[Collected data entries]
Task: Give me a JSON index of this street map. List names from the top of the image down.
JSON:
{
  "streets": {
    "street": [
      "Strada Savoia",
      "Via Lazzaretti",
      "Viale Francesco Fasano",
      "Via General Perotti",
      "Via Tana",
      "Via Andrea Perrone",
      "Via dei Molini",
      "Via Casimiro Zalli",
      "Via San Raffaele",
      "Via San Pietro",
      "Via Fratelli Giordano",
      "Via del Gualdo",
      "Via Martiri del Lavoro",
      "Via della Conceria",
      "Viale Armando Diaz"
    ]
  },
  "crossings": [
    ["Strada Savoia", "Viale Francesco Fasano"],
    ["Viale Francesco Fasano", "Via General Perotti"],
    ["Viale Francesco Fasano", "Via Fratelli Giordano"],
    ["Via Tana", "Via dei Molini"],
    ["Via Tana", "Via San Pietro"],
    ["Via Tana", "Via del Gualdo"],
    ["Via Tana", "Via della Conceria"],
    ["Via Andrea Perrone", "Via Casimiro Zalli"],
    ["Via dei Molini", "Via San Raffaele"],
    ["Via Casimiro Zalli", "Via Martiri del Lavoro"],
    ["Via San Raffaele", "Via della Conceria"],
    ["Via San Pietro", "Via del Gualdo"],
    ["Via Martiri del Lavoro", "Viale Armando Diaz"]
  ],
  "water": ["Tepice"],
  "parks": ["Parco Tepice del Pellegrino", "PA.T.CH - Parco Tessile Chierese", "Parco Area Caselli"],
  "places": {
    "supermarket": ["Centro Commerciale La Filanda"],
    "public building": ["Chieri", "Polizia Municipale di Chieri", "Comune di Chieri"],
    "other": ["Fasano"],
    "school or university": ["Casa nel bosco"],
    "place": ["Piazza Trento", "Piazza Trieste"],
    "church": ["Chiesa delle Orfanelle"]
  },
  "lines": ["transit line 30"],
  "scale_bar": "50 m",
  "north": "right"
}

* _Assignment_
In the records above, find every line containing the word "Fasano" and show it.

* _Response area_
      "Viale Francesco Fasano",
    ["Strada Savoia", "Viale Francesco Fasano"],
    ["Viale Francesco Fasano", "Via General Perotti"],
    ["Viale Francesco Fasano", "Via Fratelli Giordano"],
    "other": ["Fasano"],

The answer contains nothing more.